The data:
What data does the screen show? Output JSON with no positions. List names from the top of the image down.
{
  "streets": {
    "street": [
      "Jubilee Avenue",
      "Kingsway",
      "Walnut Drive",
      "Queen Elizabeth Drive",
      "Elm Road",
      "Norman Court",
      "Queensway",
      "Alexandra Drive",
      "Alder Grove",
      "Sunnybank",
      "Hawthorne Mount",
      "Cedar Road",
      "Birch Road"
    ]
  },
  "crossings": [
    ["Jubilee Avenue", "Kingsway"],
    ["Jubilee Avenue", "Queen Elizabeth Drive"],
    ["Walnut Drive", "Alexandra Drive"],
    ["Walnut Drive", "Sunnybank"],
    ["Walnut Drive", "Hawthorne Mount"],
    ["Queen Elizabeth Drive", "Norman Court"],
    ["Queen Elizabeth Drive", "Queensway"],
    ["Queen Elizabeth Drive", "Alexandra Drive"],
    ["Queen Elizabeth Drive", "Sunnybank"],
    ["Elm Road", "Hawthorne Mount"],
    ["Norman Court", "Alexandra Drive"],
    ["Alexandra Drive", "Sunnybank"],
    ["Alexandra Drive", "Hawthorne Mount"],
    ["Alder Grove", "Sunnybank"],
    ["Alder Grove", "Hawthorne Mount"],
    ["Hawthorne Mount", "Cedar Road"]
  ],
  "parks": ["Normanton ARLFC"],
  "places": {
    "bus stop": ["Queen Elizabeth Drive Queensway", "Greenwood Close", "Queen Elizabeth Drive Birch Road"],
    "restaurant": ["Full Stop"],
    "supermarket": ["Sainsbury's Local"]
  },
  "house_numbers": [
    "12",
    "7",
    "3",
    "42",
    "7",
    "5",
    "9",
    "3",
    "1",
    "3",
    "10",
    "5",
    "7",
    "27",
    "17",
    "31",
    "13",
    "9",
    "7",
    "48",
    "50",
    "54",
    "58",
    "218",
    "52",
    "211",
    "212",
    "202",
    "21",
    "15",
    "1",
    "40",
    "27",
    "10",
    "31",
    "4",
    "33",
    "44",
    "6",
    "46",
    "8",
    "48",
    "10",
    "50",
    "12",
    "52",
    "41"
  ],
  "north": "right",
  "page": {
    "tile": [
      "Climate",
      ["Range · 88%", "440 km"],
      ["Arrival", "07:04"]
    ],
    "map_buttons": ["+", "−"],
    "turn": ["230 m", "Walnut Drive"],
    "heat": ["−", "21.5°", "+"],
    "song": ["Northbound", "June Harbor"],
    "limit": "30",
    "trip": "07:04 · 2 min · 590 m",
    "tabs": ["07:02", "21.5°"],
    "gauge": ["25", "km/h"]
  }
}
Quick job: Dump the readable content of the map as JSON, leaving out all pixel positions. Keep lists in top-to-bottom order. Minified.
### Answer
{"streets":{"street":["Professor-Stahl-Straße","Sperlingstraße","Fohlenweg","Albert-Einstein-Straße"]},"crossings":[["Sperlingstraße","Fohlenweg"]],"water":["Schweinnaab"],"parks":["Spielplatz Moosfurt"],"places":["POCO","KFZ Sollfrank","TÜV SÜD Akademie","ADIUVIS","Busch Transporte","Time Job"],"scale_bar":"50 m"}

Work instruction:
Return every entry exactly; no line may be missing.

Result of the exercise:
What data does the screen show? Output JSON with no positions. List names from the top of the image down.
{
  "streets": {
    "street": [
      "Jubilee Avenue",
      "Kingsway",
      "Walnut Drive",
      "Queen Elizabeth Drive",
      "Elm Road",
      "Norman Court",
      "Queensway",
      "Alexandra Drive",
      "Alder Grove",
      "Sunnybank",
      "Hawthorne Mount",
      "Cedar Road",
      "Birch Road"
    ]
  },
  "crossings": [
    ["Jubilee Avenue", "Kingsway"],
    ["Jubilee Avenue", "Queen Elizabeth Drive"],
    ["Walnut Drive", "Alexandra Drive"],
    ["Walnut Drive", "Sunnybank"],
    ["Walnut Drive", "Hawthorne Mount"],
    ["Queen Elizabeth Drive", "Norman Court"],
    ["Queen Elizabeth Drive", "Queensway"],
    ["Queen Elizabeth Drive", "Alexandra Drive"],
    ["Queen Elizabeth Drive", "Sunnybank"],
    ["Elm Road", "Hawthorne Mount"],
    ["Norman Court", "Alexandra Drive"],
    ["Alexandra Drive", "Sunnybank"],
    ["Alexandra Drive", "Hawthorne Mount"],
    ["Alder Grove", "Sunnybank"],
    ["Alder Grove", "Hawthorne Mount"],
    ["Hawthorne Mount", "Cedar Road"]
  ],
  "parks": ["Normanton ARLFC"],
  "places": {
    "bus stop": ["Queen Elizabeth Drive Queensway", "Greenwood Close", "Queen Elizabeth Drive Birch Road"],
    "restaurant": ["Full Stop"],
    "supermarket": ["Sainsbury's Local"]
  },
  "house_numbers": [
    "12",
    "7",
    "3",
    "42",
    "7",
    "5",
    "9",
    "3",
    "1",
    "3",
    "10",
    "5",
    "7",
    "27",
    "17",
    "31",
    "13",
    "9",
    "7",
    "48",
    "50",
    "54",
    "58",
    "218",
    "52",
    "211",
    "212",
    "202",
    "21",
    "15",
    "1",
    "40",
    "27",
    "10",
    "31",
    "4",
    "33",
    "44",
    "6",
    "46",
    "8",
    "48",
    "10",
    "50",
    "12",
    "52",
    "41"
  ],
  "north": "right",
  "page": {
    "tile": [
      "Climate",
      ["Range · 88%", "440 km"],
      ["Arrival", "07:04"]
    ],
    "map_buttons": ["+", "−"],
    "turn": ["230 m", "Walnut Drive"],
    "heat": ["−", "21.5°", "+"],
    "song": ["Northbound", "June Harbor"],
    "limit": "30",
    "trip": "07:04 · 2 min · 590 m",
    "tabs": ["07:02", "21.5°"],
    "gauge": ["25", "km/h"]
  }
}
Quick job: Dump the readable content of the map as JSON, leaving out all pixel positions. Keep lists in top-to-bottom order. Minified.
### Answer
{"streets":{"street":["Professor-Stahl-Straße","Sperlingstraße","Fohlenweg","Albert-Einstein-Straße"]},"crossings":[["Sperlingstraße","Fohlenweg"]],"water":["Schweinnaab"],"parks":["Spielplatz Moosfurt"],"places":["POCO","KFZ Sollfrank","TÜV SÜD Akademie","ADIUVIS","Busch Transporte","Time Job"],"scale_bar":"50 m"}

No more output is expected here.